Wine – Strawberry



  • 15 lbs. Strawberries with leaves and stems removed (approximately 3 gallons)
  • 1/8 Tsp. Sodium Bisulfite (don’t need this if we sous vide pasteurize first)
  • Pectic Enzyme (as directed on package) (2.5tsp = 5 gallons)
  • 5 teaspoons. Yeast Nutrient
  • 1 Tsp. Wine Tannin (substitute 2 cups raisins)
  • 8 teaspoons. Acid Blend (.60% tartaric) (substitute 6 pkg kool-aid unsweetened lemonade packets)
  • 8 lbs. Sugar
  • 1 Pkg. Champagne Yeast (for a sweeter finish, I chose Lalvin 71B-1122)
  • Potassium Sorbate and Metabisulfite wine preservative


  1. Remove the stems and the leaves from the strawberries.
  2. Divide the strawberries, raisins, and Pectic Enzyme between two large sous vide bags.
  3. Spray in just enough water to dissolve the enzyme.
  4. Sous vide each bag for 2 hours at 180 degrees. This will break down the fruit and pasteurize the mixture eliminating the need for Sodium Bisulfates in the must.
  5. Cool each bag in ice water and refrigerate until you are ready to start fermentation.
  6. Heat 1 gallon of water and dissolve the sugar and acid or kool aid in it.
  7. Mix the water and the fruit solution in a 5+ gallon sanitized plastic bucket.
  8. Stir in 1 gallon of cool water.  The total liquid should now be 5 gallons.
  9. Use a hydrometer to measure the pre-fermented alcohol potential and add sugar or water if necessary to get the specific gravity to (11% or S.G. of 1.086).
  10. Check the acidity of the must.  It should be between 3.4 and 3.8.
  11. Once the temperature of the mixture in the bucket drops below 80 degrees Fahrenheit, stir in the yeast nutrient and pitch the yeast.
  12. Plug the airlock hole in the lid of the bucket with a piece of cheesecloth so the mixture can breath during the next 7 days.
  13. On the 7th day, check the Specific Gravity reading.

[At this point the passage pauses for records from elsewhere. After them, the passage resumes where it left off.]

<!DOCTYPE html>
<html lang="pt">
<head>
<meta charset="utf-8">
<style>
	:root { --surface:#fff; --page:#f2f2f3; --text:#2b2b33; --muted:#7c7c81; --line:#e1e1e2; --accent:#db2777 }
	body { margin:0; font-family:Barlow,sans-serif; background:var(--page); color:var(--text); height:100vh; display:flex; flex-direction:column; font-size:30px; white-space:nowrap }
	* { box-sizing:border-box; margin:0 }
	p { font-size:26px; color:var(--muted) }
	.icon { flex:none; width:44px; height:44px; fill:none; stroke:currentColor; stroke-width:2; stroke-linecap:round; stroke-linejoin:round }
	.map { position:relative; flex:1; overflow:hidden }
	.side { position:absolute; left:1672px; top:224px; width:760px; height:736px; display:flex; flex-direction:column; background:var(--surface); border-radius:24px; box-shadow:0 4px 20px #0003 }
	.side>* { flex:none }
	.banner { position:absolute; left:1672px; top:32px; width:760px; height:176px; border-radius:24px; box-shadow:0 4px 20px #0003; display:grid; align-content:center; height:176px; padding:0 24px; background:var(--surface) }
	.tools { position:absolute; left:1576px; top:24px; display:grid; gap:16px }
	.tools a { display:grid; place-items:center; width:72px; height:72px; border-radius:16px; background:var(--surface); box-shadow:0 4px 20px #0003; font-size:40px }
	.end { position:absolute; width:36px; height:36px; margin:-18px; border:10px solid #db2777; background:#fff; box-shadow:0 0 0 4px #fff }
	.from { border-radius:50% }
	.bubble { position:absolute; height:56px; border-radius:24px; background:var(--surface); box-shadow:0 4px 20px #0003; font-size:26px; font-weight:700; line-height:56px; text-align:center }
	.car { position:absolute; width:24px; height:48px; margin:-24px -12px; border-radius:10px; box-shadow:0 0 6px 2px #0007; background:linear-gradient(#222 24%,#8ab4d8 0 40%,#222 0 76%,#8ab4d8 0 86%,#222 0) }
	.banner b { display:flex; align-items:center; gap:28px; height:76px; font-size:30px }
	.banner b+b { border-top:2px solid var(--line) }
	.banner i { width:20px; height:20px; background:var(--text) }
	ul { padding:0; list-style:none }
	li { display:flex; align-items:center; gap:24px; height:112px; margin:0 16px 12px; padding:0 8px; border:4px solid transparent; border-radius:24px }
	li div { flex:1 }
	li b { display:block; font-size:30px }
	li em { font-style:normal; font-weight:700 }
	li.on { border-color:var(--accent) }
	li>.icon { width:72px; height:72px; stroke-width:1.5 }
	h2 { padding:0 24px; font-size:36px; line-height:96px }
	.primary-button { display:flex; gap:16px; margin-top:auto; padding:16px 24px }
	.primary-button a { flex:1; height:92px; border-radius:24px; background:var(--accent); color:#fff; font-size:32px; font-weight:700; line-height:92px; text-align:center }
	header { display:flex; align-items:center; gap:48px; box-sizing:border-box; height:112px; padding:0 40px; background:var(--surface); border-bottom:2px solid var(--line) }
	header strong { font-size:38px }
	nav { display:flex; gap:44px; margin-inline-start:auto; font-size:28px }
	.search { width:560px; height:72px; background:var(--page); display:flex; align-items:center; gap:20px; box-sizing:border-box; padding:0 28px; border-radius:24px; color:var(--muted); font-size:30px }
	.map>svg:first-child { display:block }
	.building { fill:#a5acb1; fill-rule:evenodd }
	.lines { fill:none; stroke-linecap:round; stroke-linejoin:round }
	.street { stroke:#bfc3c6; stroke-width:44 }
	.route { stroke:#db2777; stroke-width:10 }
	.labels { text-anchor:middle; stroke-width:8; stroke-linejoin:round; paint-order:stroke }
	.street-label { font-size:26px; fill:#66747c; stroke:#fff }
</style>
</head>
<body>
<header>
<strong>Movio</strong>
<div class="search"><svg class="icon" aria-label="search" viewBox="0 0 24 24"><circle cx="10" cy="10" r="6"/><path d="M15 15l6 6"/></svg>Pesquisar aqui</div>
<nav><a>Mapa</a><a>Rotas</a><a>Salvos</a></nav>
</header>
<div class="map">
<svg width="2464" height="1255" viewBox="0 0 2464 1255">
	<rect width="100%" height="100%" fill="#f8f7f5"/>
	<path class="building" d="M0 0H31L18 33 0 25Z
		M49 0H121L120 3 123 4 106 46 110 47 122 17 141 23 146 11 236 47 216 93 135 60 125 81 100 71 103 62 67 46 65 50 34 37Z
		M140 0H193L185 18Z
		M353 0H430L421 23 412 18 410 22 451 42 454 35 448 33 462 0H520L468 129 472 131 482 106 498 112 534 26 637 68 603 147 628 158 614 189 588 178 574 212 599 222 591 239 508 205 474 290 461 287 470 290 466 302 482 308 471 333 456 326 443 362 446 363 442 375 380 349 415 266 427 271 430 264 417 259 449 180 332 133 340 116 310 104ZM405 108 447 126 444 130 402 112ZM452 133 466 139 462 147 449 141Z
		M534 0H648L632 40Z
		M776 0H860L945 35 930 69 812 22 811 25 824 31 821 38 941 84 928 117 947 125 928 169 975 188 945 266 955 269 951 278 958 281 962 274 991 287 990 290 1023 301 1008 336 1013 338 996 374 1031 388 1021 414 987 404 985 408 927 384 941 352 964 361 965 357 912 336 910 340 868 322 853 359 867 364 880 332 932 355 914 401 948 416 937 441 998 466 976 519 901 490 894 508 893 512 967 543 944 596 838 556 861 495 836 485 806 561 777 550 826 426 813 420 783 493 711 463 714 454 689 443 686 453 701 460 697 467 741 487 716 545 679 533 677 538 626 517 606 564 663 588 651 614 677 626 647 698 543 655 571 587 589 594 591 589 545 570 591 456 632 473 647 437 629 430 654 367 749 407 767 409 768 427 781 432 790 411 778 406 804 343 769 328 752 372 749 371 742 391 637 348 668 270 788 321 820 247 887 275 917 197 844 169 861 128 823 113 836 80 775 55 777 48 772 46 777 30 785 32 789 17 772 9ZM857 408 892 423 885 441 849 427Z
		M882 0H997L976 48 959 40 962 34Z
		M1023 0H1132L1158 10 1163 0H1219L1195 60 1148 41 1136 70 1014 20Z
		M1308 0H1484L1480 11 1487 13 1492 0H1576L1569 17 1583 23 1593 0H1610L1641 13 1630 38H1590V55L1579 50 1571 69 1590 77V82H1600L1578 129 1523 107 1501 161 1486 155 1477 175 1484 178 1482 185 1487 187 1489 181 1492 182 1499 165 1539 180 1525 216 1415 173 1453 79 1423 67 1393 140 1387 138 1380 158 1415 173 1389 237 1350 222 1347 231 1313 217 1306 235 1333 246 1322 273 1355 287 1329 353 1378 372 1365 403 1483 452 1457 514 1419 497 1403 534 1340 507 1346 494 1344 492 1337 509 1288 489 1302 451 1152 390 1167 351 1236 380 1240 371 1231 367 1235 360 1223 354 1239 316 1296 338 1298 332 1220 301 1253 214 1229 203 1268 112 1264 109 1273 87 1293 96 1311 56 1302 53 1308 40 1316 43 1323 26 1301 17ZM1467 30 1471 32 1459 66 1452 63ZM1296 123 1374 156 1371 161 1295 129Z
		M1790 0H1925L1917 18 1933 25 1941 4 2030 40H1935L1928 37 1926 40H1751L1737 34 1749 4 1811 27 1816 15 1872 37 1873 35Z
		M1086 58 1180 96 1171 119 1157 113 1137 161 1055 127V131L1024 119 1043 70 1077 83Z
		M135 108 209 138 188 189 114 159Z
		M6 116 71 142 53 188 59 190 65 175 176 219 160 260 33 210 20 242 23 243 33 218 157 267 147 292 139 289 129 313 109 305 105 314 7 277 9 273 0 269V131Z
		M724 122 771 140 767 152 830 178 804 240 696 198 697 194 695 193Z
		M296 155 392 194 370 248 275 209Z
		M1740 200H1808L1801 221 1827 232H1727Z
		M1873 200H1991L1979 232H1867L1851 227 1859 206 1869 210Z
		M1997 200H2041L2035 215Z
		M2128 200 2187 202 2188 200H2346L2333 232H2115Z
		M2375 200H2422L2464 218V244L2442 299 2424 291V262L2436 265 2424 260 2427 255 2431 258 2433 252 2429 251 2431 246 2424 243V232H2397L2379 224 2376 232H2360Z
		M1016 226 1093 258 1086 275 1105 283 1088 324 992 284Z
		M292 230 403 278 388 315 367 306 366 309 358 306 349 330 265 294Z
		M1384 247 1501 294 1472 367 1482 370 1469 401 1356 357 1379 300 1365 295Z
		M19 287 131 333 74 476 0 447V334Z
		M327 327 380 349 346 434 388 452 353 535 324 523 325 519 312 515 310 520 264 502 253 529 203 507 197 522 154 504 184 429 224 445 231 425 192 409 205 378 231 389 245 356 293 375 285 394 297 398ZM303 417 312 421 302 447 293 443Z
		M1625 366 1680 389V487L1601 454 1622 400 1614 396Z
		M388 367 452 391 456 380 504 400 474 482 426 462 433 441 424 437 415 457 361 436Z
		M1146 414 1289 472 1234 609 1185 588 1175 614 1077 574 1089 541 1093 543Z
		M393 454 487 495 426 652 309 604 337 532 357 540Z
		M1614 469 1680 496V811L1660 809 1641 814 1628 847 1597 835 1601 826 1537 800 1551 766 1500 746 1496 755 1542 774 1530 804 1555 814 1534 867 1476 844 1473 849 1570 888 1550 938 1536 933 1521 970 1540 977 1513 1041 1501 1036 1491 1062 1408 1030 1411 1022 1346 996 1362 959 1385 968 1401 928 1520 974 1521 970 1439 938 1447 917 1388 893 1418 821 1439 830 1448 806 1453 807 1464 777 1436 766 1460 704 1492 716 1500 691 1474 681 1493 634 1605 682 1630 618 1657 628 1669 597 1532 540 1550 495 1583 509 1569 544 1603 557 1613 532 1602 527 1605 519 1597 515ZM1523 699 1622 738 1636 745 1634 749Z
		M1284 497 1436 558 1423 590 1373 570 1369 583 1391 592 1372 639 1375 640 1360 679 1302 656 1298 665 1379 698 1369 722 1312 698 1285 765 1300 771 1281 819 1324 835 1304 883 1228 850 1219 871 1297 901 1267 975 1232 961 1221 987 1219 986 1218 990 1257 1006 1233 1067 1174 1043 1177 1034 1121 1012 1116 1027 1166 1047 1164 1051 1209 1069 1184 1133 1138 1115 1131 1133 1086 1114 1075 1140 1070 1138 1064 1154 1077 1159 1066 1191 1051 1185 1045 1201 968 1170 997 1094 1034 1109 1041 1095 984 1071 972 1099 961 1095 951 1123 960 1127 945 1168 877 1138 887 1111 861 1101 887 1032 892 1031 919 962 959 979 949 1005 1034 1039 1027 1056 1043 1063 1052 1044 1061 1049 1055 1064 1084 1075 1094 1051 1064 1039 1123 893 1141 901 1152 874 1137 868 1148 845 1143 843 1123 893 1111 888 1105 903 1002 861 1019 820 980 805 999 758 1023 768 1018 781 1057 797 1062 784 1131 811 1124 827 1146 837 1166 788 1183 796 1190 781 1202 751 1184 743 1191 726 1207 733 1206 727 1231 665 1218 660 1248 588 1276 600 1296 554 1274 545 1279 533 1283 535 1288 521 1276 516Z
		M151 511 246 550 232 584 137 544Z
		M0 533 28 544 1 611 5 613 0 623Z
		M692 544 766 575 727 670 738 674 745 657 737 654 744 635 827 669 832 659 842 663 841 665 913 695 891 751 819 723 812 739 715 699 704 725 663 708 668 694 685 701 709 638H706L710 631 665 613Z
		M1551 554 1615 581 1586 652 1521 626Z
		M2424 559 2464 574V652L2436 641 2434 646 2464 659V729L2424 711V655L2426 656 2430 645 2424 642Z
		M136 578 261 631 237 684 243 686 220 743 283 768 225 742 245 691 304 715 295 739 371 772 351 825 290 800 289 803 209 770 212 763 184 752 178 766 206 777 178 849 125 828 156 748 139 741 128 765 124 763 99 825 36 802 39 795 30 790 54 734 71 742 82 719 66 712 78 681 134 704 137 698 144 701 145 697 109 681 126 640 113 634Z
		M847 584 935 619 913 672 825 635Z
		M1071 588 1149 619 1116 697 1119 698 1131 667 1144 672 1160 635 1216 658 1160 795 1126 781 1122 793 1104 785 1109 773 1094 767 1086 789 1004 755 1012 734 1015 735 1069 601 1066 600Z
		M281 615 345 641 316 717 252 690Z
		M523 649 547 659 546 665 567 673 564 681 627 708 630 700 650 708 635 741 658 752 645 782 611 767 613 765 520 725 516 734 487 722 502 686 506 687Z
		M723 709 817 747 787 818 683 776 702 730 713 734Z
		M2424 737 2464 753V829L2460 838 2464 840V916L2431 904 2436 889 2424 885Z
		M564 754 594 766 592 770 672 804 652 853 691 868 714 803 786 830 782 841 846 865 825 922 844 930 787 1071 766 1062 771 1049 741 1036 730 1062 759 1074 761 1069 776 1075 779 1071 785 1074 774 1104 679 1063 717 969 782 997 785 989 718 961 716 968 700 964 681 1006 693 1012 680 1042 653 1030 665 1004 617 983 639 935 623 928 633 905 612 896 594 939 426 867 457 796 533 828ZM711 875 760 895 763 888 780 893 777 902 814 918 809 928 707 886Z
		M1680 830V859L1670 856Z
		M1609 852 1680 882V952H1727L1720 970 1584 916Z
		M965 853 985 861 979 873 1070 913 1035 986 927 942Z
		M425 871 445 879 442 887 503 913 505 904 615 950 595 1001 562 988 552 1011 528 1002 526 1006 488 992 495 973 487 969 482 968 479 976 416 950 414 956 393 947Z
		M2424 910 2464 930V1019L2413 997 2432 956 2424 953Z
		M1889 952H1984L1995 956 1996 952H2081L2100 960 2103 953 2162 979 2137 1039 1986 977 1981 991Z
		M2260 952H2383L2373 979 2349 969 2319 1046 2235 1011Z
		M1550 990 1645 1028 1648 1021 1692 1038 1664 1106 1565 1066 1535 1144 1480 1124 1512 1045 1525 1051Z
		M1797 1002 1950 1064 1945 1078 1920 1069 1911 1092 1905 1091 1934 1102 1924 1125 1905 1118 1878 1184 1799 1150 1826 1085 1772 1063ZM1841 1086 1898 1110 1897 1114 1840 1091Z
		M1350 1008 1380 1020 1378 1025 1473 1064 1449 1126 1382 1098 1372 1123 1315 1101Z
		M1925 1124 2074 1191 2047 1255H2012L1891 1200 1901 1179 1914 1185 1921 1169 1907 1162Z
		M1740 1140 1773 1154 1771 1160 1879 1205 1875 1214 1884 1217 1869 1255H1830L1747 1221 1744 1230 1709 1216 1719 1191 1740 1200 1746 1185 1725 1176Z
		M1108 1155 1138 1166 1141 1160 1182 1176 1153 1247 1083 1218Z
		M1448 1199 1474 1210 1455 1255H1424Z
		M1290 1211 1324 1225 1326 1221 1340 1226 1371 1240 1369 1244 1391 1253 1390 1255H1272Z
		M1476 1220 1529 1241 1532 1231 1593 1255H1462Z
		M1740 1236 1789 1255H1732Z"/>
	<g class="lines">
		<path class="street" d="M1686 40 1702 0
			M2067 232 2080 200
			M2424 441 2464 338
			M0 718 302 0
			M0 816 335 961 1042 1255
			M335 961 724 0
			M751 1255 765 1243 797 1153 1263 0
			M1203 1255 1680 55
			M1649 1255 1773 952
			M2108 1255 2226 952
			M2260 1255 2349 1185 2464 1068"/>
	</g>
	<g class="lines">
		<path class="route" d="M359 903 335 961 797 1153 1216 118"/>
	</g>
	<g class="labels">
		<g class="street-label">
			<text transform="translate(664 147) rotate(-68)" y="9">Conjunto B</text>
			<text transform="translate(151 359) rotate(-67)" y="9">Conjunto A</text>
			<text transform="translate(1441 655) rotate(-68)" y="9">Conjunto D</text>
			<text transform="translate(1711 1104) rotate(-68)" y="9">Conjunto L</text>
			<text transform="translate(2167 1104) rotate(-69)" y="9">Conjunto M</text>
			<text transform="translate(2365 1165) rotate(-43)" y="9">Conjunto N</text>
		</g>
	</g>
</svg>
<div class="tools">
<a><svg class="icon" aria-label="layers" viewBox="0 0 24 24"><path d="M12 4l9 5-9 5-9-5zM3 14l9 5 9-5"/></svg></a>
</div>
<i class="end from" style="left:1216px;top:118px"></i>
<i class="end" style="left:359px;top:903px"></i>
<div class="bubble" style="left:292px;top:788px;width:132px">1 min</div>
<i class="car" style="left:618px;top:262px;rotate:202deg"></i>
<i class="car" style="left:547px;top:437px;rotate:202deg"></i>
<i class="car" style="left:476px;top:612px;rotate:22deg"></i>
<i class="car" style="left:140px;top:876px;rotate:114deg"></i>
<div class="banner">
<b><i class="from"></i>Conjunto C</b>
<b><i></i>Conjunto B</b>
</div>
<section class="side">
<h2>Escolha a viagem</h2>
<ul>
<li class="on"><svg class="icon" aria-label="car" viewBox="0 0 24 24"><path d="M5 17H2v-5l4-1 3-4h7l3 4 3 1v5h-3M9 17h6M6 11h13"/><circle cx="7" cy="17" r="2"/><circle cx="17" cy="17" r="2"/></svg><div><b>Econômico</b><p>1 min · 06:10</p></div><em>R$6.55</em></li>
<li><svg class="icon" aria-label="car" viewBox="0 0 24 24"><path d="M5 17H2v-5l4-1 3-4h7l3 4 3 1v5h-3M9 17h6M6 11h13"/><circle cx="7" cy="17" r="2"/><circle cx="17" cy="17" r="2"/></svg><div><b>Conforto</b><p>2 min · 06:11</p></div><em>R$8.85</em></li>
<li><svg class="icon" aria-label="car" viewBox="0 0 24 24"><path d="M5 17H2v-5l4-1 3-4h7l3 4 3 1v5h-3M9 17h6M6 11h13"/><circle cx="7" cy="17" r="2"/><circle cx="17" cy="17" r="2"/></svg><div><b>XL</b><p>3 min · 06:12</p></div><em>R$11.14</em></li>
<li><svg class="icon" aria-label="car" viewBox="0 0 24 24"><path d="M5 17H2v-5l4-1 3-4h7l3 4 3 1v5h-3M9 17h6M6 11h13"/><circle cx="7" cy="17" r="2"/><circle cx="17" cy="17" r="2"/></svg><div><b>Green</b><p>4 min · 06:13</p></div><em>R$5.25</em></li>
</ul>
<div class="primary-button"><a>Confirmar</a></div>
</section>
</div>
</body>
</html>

Rack into a carboy if the SG is between 1.025 and 1.035.
  14. Attach an airlock and allow 4 to 6 weeks for secondary fermentation.
  15. After secondary fermentation has completely stopped (around week 7), rack into a second carboy and attach an airlock. Let this wine stand until it becomes completely clear (1 or 2 more weeks).
    The wine will be fairly dry at this point.
  16. You need to preserve the wine by adding Potassium Sorbate (1/2 teaspoon per gallon ) and Potassium Metabisulfite (1/4 teaspoon per 5-6 gallons). Dissolve 1/4 teaspoon of Sulphite Crystals and 2.5 tsp of Potassium Sorbate in warm water and add to the wine before bottling.
  17. 24 hours after adding the preservatives, you can sweeten the wine with honey or sugar. Stir in the sweetener and let the wine rest for a few days before racking or bottling.